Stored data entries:
☆ ☆ ☆ ☆

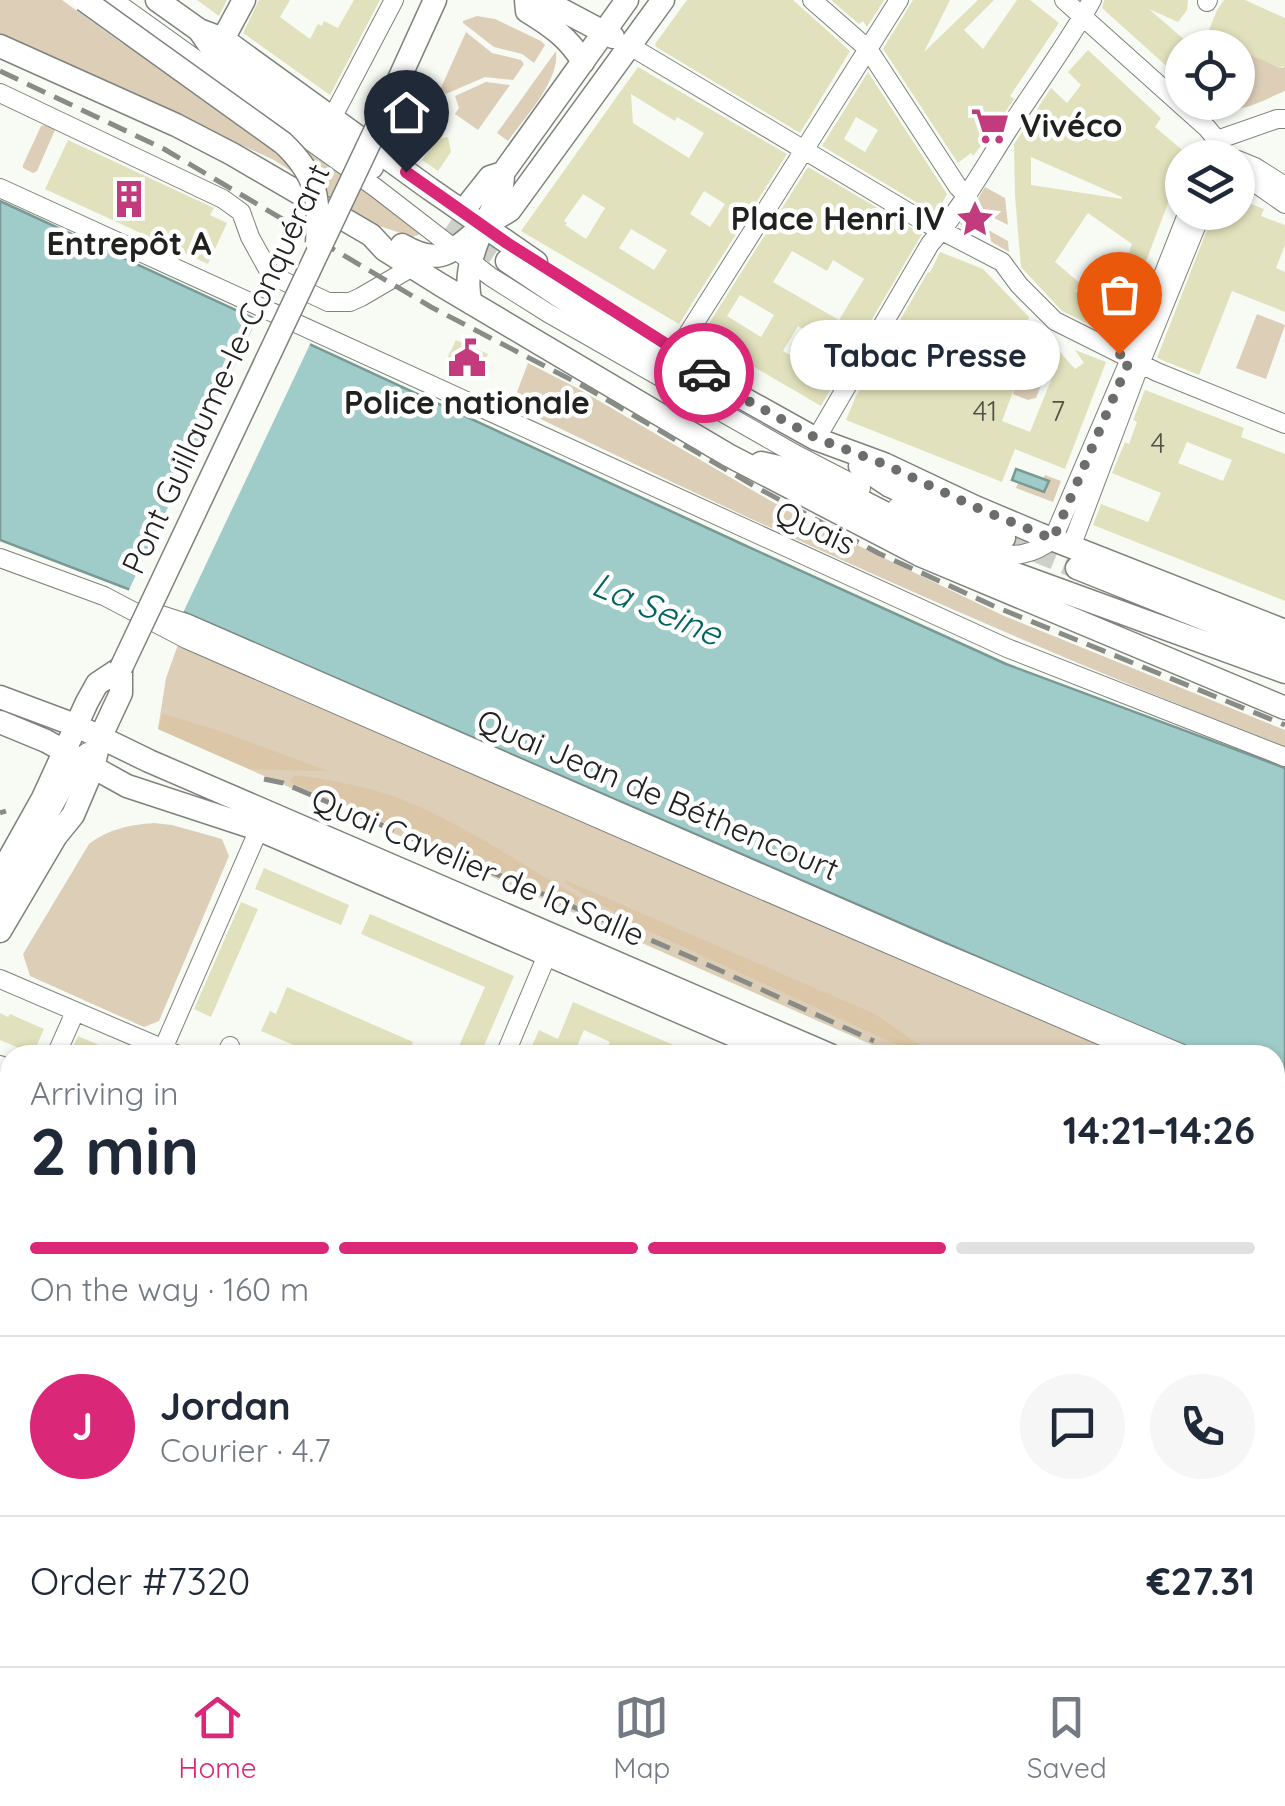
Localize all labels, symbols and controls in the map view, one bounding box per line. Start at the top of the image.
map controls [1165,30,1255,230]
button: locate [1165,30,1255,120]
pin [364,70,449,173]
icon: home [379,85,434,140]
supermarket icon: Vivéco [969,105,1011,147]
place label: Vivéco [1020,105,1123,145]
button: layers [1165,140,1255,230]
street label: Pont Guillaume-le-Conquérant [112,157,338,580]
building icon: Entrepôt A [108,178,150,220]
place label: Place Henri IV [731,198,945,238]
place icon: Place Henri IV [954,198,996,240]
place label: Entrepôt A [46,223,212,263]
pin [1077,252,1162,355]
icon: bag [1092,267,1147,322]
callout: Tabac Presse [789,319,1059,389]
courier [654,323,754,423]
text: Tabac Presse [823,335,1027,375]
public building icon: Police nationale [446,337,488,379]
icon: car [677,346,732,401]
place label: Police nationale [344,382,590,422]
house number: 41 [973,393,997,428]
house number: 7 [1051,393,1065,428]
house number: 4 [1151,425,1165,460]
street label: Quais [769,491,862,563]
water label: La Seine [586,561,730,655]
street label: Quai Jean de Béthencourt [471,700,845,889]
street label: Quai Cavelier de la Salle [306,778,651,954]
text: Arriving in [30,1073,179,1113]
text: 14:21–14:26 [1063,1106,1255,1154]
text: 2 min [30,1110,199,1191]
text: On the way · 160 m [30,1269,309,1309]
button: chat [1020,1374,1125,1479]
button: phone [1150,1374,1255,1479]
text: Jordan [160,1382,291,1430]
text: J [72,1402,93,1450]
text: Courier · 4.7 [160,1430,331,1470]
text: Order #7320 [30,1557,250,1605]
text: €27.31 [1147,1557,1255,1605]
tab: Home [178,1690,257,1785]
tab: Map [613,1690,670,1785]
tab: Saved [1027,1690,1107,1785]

☆ ☆ ☆ ☆

• _Exercise directions_:
Word for word, set down each record shown above, omitting the pictures.

• _Answer area_:
Localize all labels, symbols and controls in the map view, one bounding box per line. Start at the top of the image.
map controls [1165,30,1255,230]
button: locate [1165,30,1255,120]
pin [364,70,449,173]
icon: home [379,85,434,140]
supermarket icon: Vivéco [969,105,1011,147]
place label: Vivéco [1020,105,1123,145]
button: layers [1165,140,1255,230]
street label: Pont Guillaume-le-Conquérant [112,157,338,580]
building icon: Entrepôt A [108,178,150,220]
place label: Place Henri IV [731,198,945,238]
place icon: Place Henri IV [954,198,996,240]
place label: Entrepôt A [46,223,212,263]
pin [1077,252,1162,355]
icon: bag [1092,267,1147,322]
callout: Tabac Presse [789,319,1059,389]
courier [654,323,754,423]
text: Tabac Presse [823,335,1027,375]
public building icon: Police nationale [446,337,488,379]
icon: car [677,346,732,401]
place label: Police nationale [344,382,590,422]
house number: 41 [973,393,997,428]
house number: 7 [1051,393,1065,428]
house number: 4 [1151,425,1165,460]
street label: Quais [769,491,862,563]
water label: La Seine [586,561,730,655]
street label: Quai Jean de Béthencourt [471,700,845,889]
street label: Quai Cavelier de la Salle [306,778,651,954]
text: Arriving in [30,1073,179,1113]
text: 14:21–14:26 [1063,1106,1255,1154]
text: 2 min [30,1110,199,1191]
text: On the way · 160 m [30,1269,309,1309]
button: chat [1020,1374,1125,1479]
button: phone [1150,1374,1255,1479]
text: Jordan [160,1382,291,1430]
text: J [72,1402,93,1450]
text: Courier · 4.7 [160,1430,331,1470]
text: Order #7320 [30,1557,250,1605]
text: €27.31 [1147,1557,1255,1605]
tab: Home [178,1690,257,1785]
tab: Map [613,1690,670,1785]
tab: Saved [1027,1690,1107,1785]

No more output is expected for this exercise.